Monday, May 24, 2010

Monday May 24: BP Oil Spill Update

1. Local Air quality.

The hourly Air Quality Index for Pensacola, including observed particulate matter, can be accessed here. Earlier today, it looked rather normal for this time of year; fair but not good. How much of the particulates in the air may be due to Mother Nature's insistence that flowers and plants continue send their propagating pollen into the air and how much to man's preparations of the planet for the ants we will not hazard a guess.

2. Gulf Coast Oil Forecast.

WKRG-TV out of Mobile has begun posting a useful daily "oil forecast" on its web site, along with links to other important information. For now, it appears, the oil is expected to continue moving primarily "west and south," as you can see and hear below:

3. Pensacola Oil-cast.

As for Pensacola and nearby beaches, three screenshots we took this morning give you some idea of why forecasting the future direction of BP's spreading lake of oil is so tricky. The screenshots are taken from the University of South Florida's "Ocean Circulation Group" web site.

Within the Gulf and along the coast, the mix of winds, surface water currents, and subsurface water currents is complex and sometimes contradictory. Below is the final frame of an animation forecasting prevailing wind direction:

And a second screenshot, below, is the final frame for the same time of an animated forecast for prevailing surface water currents:
Notice how the arrows for wind and water don't always agree?

Finally, below is a screenshot of the subsurface oil measured by as of the end of the animation period, May 27:
To see each of the full animations, and more, visit the web site for USF's "Ocean Circulation Group."

4. Mobile 'Graduation' Day on Pensacola Beach.

On one Sunday in May, every year, a large and predominantly black crowd from Mobile, Alabama, makes the trek to Pensacola Beach. We've written about this before here here and here and here. It's one of the larger events on Pensacola Beach distinguished by crowds of visitors motivated in some way by a particular cultural affinity.

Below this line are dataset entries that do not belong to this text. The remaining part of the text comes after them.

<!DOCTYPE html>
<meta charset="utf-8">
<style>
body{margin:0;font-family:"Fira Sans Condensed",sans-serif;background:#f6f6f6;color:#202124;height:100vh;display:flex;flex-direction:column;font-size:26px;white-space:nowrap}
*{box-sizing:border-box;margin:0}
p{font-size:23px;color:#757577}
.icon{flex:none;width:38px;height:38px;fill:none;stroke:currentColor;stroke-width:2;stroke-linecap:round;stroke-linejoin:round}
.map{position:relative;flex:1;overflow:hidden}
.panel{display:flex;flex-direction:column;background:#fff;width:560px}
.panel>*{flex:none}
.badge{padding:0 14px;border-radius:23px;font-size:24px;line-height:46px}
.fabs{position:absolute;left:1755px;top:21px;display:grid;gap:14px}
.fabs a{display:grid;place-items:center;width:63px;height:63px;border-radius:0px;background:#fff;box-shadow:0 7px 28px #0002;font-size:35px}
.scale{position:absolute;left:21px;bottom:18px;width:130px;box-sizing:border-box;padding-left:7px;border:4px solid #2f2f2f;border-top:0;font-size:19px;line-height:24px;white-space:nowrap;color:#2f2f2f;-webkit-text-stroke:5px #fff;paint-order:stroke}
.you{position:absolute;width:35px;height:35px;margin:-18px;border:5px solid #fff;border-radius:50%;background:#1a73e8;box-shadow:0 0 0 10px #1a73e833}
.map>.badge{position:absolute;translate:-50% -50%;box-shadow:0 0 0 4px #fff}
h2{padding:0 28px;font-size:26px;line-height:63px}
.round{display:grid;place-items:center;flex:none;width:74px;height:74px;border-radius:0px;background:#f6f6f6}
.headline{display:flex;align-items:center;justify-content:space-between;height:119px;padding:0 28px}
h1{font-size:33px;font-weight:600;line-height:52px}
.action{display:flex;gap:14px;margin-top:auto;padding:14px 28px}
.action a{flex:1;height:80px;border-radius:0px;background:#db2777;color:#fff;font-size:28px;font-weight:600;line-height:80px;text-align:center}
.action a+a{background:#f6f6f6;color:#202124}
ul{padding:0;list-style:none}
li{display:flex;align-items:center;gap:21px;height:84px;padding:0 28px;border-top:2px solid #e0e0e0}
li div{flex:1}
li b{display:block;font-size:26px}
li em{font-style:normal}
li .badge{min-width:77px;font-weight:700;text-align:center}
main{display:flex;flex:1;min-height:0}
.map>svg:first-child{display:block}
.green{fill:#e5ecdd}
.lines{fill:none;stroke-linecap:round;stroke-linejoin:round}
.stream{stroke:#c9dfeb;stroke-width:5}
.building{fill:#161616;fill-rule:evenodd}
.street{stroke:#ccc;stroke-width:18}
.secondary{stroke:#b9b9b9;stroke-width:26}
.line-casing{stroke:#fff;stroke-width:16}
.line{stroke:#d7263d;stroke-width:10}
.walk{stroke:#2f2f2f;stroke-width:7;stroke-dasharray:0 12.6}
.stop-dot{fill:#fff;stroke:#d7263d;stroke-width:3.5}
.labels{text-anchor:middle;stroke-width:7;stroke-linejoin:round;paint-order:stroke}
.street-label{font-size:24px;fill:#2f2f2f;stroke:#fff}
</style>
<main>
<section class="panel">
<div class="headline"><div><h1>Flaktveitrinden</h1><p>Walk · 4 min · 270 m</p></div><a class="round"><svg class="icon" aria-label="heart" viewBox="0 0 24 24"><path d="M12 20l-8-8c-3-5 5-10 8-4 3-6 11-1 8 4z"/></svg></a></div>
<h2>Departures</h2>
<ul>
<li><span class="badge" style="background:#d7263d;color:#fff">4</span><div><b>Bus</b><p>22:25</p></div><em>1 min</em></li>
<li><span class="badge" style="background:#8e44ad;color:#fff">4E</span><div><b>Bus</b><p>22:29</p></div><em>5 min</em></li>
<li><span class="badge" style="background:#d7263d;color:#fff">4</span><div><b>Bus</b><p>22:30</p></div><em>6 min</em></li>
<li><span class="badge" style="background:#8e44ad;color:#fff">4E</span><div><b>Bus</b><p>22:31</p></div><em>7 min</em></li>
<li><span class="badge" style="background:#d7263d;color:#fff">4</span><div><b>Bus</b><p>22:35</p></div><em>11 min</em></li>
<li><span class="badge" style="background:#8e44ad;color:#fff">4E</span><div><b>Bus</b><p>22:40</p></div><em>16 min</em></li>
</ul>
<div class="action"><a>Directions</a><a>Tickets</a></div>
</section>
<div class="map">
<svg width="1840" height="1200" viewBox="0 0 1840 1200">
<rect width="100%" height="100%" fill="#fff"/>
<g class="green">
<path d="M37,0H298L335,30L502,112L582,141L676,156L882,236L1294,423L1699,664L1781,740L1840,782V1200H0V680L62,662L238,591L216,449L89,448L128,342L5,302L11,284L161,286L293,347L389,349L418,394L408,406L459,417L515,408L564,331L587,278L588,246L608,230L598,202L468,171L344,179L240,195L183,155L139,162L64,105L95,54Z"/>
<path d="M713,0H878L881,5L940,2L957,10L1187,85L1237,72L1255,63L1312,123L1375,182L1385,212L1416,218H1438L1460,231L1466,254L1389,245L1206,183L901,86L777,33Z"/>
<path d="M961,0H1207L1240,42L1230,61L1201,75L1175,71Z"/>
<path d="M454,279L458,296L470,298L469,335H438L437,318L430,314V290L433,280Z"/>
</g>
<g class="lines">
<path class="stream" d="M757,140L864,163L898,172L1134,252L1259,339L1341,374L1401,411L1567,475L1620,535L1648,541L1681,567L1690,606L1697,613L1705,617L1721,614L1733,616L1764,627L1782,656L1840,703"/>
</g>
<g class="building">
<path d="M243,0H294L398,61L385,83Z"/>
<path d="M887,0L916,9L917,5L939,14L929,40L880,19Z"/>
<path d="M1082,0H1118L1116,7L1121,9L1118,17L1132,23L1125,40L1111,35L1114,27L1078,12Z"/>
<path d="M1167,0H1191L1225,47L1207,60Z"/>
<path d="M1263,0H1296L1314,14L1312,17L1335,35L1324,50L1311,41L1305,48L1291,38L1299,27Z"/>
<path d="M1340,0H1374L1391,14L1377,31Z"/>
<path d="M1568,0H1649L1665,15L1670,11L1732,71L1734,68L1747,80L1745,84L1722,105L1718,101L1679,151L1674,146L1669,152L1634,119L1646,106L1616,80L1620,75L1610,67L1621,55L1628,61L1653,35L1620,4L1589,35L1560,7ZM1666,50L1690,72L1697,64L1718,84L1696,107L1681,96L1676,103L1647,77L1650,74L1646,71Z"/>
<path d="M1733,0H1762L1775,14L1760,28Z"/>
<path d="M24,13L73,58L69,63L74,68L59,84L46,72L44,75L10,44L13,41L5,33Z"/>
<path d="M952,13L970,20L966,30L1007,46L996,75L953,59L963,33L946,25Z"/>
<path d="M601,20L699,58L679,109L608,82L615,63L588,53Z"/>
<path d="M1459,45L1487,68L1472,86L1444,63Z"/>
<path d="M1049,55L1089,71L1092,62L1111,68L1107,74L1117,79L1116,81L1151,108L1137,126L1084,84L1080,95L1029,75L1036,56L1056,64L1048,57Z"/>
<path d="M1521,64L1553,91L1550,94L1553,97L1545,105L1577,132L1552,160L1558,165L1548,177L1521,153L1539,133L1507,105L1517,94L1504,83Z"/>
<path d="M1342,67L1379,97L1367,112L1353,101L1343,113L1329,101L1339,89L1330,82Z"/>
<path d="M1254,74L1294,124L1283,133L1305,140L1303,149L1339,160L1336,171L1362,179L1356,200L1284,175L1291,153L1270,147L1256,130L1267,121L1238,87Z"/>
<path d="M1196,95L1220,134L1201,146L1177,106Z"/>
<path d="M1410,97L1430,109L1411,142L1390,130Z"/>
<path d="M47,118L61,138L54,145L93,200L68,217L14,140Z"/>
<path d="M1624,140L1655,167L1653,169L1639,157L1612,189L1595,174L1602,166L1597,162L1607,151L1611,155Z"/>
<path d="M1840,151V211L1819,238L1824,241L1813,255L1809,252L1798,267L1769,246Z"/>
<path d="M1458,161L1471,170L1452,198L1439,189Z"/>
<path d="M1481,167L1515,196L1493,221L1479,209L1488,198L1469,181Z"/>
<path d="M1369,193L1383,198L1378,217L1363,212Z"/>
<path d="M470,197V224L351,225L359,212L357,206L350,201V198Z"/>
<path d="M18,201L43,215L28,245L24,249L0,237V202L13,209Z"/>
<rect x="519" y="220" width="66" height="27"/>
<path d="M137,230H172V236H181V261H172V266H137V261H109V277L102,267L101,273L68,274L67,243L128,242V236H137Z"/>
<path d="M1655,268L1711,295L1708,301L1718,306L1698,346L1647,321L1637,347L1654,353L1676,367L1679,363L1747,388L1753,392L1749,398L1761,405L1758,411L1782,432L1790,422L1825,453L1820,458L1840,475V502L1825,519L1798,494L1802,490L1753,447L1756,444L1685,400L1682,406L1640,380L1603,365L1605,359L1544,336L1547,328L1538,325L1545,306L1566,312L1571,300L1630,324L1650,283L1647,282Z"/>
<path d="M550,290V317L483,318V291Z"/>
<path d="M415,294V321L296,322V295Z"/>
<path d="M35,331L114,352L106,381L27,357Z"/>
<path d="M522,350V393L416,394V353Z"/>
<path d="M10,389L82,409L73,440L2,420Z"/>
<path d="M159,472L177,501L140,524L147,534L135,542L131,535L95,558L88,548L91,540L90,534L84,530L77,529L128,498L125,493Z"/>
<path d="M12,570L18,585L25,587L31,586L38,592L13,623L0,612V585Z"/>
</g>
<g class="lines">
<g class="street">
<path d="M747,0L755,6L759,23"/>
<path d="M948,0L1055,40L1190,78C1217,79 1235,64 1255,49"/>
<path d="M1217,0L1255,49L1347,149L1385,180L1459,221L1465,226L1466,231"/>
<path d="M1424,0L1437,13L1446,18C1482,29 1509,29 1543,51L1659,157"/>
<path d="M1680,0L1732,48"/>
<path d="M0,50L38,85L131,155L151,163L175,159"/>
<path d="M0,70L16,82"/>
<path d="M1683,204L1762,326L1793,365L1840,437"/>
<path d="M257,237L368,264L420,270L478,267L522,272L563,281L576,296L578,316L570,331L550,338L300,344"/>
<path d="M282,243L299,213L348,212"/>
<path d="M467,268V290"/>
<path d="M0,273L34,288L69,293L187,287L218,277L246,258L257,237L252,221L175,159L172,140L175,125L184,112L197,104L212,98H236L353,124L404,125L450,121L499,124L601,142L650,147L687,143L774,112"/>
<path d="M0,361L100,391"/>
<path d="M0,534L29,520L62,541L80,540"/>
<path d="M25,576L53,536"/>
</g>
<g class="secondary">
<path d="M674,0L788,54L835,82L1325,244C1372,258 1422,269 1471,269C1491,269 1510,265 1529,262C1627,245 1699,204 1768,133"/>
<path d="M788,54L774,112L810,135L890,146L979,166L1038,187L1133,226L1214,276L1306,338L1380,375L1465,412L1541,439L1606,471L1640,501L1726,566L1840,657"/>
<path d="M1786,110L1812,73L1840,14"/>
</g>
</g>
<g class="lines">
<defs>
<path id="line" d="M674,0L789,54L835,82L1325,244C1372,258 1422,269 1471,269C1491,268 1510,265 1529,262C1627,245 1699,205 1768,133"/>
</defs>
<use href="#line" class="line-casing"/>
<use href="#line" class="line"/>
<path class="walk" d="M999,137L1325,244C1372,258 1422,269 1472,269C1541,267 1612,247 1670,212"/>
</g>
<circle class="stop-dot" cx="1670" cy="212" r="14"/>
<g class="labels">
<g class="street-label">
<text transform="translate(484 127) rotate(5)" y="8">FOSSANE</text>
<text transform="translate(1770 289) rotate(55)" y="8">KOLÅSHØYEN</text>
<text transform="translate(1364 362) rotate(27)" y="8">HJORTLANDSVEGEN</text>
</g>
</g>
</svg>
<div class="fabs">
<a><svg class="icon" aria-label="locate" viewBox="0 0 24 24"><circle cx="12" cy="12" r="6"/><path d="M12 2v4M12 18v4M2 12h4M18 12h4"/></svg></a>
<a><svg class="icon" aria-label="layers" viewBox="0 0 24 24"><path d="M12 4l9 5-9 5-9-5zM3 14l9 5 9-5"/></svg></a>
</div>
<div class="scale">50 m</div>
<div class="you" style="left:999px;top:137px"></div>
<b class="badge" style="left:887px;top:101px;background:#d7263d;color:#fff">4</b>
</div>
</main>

The so-called "Mobile graduation" Sunday ranks right up there on the stress-o-meter of some local residents with the invasion of drunken Bubbas for the Mardi Gras parade; the hormone-driven invasion of college students over Spring Break; and Pensacola Beach's unique "Gay Memorial Day Weekend." We would have added early August's "Bushwhacker Festival," but we're not sure excessive drinking and listening to ear-splitting music is a recognized cultural identity.

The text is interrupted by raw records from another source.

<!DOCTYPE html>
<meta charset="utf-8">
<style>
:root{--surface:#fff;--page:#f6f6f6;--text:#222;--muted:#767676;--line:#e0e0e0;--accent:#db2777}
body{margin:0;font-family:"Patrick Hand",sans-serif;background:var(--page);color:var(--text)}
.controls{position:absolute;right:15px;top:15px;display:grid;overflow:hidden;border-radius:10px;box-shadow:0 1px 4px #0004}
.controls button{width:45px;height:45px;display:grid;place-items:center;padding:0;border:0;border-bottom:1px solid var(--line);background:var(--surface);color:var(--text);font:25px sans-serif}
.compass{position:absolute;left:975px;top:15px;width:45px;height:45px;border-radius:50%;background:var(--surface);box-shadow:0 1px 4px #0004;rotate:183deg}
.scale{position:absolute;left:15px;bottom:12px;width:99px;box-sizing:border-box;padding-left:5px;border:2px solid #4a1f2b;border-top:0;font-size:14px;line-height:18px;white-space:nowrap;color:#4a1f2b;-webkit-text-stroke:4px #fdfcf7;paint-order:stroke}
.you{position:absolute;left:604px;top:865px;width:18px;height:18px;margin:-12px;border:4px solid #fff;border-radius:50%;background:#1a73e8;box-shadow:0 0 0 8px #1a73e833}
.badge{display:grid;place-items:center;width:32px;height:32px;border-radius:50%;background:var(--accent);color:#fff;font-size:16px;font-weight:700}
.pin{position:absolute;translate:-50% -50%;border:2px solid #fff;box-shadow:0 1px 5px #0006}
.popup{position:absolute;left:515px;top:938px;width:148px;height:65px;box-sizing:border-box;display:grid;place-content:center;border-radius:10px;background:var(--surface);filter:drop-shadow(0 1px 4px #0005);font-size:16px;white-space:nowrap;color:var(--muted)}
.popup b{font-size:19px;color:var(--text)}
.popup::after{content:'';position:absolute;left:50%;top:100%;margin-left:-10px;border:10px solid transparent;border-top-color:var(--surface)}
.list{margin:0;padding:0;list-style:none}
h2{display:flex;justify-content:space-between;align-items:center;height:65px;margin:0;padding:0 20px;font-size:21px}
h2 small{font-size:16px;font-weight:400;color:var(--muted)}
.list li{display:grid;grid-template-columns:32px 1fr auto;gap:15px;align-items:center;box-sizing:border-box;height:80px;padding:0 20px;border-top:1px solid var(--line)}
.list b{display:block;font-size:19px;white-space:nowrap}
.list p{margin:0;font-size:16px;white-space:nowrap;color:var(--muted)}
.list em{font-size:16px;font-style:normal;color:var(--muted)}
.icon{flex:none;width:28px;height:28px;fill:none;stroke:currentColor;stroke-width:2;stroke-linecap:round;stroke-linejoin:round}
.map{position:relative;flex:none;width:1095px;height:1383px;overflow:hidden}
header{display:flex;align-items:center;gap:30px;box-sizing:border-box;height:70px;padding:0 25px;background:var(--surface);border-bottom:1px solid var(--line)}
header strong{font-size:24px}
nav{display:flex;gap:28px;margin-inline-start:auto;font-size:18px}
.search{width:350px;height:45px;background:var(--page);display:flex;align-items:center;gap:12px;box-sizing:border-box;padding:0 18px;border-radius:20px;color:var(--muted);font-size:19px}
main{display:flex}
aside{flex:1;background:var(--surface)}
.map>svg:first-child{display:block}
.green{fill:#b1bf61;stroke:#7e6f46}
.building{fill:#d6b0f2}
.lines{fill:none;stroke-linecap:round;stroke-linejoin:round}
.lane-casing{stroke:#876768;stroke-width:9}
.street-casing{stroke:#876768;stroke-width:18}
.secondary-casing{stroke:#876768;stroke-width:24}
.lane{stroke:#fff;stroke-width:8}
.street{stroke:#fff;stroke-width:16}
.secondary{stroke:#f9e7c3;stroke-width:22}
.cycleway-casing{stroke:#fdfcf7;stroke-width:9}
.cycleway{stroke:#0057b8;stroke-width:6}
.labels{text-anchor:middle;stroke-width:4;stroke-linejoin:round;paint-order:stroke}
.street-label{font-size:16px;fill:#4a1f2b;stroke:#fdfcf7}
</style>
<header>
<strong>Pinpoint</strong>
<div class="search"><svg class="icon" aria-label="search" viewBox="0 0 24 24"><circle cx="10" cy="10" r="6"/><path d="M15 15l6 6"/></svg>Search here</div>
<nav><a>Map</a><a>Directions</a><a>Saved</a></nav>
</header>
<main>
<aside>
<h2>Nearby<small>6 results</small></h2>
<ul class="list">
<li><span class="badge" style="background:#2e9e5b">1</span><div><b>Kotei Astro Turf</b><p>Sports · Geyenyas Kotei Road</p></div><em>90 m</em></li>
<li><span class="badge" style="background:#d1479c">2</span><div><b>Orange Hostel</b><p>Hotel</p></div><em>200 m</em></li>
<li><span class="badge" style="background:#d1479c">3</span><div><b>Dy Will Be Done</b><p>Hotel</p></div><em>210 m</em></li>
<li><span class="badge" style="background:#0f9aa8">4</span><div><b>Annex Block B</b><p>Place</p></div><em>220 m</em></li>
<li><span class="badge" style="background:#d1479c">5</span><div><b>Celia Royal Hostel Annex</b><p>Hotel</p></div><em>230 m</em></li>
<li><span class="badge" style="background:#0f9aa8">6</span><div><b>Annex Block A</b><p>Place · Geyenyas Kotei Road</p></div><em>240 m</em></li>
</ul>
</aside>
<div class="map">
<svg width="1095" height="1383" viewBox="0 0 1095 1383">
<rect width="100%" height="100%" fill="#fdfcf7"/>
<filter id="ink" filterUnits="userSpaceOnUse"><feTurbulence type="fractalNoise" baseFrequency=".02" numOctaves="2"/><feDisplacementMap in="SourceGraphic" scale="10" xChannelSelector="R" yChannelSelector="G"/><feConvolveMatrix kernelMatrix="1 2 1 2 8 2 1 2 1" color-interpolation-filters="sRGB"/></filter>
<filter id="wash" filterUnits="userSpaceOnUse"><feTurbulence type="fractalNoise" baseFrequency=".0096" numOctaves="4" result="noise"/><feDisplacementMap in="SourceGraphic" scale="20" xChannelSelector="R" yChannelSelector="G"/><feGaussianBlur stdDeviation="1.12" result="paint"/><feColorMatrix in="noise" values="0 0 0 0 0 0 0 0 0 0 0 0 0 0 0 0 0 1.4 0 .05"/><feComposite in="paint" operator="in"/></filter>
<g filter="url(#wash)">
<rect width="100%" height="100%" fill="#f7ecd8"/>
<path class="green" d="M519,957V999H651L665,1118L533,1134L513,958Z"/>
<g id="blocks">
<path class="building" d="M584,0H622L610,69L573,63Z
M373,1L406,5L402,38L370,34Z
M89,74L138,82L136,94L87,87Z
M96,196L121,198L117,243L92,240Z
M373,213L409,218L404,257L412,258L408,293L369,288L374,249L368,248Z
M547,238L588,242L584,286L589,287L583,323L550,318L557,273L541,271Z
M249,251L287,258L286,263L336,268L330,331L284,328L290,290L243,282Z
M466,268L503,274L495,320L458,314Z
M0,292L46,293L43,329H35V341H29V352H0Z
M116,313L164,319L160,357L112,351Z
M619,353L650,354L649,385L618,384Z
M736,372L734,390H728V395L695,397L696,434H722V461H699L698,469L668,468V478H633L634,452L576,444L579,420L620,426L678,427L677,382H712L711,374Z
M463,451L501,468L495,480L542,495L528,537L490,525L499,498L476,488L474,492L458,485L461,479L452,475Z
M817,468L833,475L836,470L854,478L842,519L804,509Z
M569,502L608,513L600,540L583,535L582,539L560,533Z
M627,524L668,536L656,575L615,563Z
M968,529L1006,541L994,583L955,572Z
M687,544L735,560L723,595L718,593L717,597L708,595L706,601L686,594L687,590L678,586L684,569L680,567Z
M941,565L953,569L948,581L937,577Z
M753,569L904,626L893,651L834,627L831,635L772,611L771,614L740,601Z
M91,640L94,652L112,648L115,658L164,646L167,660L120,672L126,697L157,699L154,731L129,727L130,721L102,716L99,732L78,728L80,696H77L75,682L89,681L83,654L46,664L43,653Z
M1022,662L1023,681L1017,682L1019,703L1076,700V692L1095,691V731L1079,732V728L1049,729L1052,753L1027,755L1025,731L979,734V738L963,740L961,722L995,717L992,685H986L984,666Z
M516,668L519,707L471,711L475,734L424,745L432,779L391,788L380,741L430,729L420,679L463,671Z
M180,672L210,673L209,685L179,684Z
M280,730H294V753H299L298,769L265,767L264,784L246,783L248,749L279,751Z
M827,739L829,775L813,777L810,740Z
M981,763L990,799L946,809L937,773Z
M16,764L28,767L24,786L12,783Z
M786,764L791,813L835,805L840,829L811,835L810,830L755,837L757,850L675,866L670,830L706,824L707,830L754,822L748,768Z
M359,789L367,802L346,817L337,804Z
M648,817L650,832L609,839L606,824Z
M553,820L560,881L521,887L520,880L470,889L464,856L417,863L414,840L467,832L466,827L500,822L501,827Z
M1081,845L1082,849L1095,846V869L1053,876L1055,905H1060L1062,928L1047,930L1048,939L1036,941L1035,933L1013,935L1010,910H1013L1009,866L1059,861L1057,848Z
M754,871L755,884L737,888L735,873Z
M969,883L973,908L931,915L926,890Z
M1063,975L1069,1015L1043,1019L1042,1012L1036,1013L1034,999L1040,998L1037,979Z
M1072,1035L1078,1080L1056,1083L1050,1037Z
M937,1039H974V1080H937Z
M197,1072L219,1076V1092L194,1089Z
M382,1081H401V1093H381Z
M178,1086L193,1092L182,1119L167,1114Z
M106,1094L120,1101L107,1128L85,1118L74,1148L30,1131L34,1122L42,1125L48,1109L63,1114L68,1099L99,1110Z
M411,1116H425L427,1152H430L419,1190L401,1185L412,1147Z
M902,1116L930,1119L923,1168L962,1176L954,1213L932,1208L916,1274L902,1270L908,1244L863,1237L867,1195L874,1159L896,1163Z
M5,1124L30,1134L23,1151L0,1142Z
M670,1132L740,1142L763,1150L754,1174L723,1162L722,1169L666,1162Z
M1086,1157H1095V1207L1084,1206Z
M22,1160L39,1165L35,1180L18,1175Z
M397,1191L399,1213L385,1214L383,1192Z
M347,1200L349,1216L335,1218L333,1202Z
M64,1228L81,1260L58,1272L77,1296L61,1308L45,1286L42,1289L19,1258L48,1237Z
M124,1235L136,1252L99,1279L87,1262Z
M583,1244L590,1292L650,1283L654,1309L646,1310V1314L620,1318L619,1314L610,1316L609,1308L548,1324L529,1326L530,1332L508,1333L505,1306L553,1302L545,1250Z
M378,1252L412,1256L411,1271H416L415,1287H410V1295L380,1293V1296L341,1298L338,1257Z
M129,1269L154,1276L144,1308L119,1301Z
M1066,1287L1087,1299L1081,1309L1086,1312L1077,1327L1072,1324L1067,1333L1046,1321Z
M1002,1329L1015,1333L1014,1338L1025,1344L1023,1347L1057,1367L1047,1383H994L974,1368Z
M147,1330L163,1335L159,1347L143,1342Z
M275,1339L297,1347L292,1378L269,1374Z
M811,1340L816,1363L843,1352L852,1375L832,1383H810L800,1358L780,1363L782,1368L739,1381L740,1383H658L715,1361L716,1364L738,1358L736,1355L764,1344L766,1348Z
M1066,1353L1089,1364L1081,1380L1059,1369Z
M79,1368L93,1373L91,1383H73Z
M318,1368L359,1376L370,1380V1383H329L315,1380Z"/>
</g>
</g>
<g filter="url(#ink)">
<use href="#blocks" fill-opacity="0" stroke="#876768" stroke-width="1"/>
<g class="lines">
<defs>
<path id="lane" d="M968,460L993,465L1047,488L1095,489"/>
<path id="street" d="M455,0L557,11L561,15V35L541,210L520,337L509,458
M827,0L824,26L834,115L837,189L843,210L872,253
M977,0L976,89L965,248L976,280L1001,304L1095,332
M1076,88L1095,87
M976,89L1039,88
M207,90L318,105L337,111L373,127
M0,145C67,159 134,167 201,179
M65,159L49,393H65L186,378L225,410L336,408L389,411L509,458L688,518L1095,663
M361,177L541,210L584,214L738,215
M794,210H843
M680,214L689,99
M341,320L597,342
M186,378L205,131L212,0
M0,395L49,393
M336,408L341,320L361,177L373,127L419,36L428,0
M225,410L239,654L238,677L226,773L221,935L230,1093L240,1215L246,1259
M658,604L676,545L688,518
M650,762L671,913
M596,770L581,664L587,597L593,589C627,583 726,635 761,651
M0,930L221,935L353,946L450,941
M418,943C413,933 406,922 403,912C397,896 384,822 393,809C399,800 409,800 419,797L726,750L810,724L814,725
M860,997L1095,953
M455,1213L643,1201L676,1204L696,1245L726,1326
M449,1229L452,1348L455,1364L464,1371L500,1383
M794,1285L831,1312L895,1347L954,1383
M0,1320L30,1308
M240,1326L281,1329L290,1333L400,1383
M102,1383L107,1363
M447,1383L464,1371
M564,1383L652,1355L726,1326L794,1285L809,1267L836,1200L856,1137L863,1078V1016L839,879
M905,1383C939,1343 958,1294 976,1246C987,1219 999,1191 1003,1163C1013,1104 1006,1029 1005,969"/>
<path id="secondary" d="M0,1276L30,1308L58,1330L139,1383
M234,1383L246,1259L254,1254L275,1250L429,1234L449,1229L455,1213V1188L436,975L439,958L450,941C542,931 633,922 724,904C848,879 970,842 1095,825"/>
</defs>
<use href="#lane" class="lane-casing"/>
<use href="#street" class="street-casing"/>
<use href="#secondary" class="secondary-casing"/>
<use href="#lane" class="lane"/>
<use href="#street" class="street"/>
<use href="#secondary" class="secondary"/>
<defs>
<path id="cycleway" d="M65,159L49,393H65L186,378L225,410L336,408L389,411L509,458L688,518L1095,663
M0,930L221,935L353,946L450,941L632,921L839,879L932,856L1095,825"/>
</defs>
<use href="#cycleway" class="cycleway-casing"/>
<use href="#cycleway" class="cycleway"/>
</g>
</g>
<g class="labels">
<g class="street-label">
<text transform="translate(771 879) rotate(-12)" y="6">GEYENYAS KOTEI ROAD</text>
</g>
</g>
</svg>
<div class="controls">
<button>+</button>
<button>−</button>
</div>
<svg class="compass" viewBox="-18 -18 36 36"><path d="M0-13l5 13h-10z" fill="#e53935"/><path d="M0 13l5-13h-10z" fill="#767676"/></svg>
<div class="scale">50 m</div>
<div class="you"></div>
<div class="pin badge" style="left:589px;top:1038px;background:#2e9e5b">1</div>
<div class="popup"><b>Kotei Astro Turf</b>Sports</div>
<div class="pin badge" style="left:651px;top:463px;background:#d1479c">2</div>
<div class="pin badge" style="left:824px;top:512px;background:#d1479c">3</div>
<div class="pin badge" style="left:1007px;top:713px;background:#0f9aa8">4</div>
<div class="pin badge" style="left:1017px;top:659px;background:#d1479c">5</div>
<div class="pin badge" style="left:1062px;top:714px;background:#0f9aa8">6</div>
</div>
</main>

This year, the Mobile 'graduation' thing went off without a hitch. The feared violence of past years, the overtly racist reception occasionally experienced by some visitors, and BP's oil spill were not in evidence.

"By 2 p.m.," Thyrie Bland of the PNJ reports, "the crowd remained light and some of the extra deputies assigned to work at the beach Sunday were let go." A few thousand more showed up late in the afternoon, but "it wasn't as big as last year," according to Deputy Sheriff Sgt. Mike Ward.

5. Pensacola Geography Lesson.

The other day we mentioned that a few tarballs washed up on the beach at Ft. Pickens. An estimable neighboring blogger we admire, Rick Outzen, did the same.

One of our readers, another estimable object of our admiration, took umbrage at Rick's referring to the fort as being on "Pensacola Beach." Then he, so we understand, took umbrage at her for taking umbrage.

We were going to ignore the minor contretemps, but then, last night, a question popped up on the Internet Tubes. "Admin" for something called RAEstate ("Consumption and Real Estate") posted this:

Question for anyone who lives or ever been to Pensacola Beach? [I]n the current there in June and I wonder how Pensacola is and how close is the public beach? [sic]
It is not uncommon for otherwise intelligent folk to confuse Pensacola or even Ft. Pickens with Pensacola Beach. Technically, they are all separate legal entities, just as Brooklyn, Queens, and Manhattan each has separate legal status, although most folk broadly refer to each of them as "New York City."

We see no harm in that. The five boroughs of New York may seem vastly different to those who live in New York, but to the rest of us they all kind of mush together in one huge, crowded, smelly, exciting, ugly, dangerous, wonderful metropolis.

So, too, Pensacola and nearby environs probably mush together in the eyes of past and prospective visitors. The area shares essentially the same ecology and weather (not to mention the same economy, politics, and culture).
Even more so are Pensacola Beach and Ft. Pickens part of the same barrier island environment. They border one another and share about twenty miles of the same stretch of beach, the same winds, and the same water currents. Click here or on the map:

The political differences are vast, of course. One is an unincorporated Golden Goose without democratic representation that Escambia County seems intent on killing with higher and higher taxes, tolls, high rise buildings, and ridiculous elevated highways. The other is part of the federally-protected Gulf Islands National Seashore and, except for the nineteenth century fort, actually looks like a barrier island should.

Some day soon, perhaps, Pensacola Beach and the Fort Pickens part of the National Seashore will be physically separated. In the meantime, everyone is right, as far as we are concerned. They ought to save their umbrages for a better opportunity, like throwing them at BP.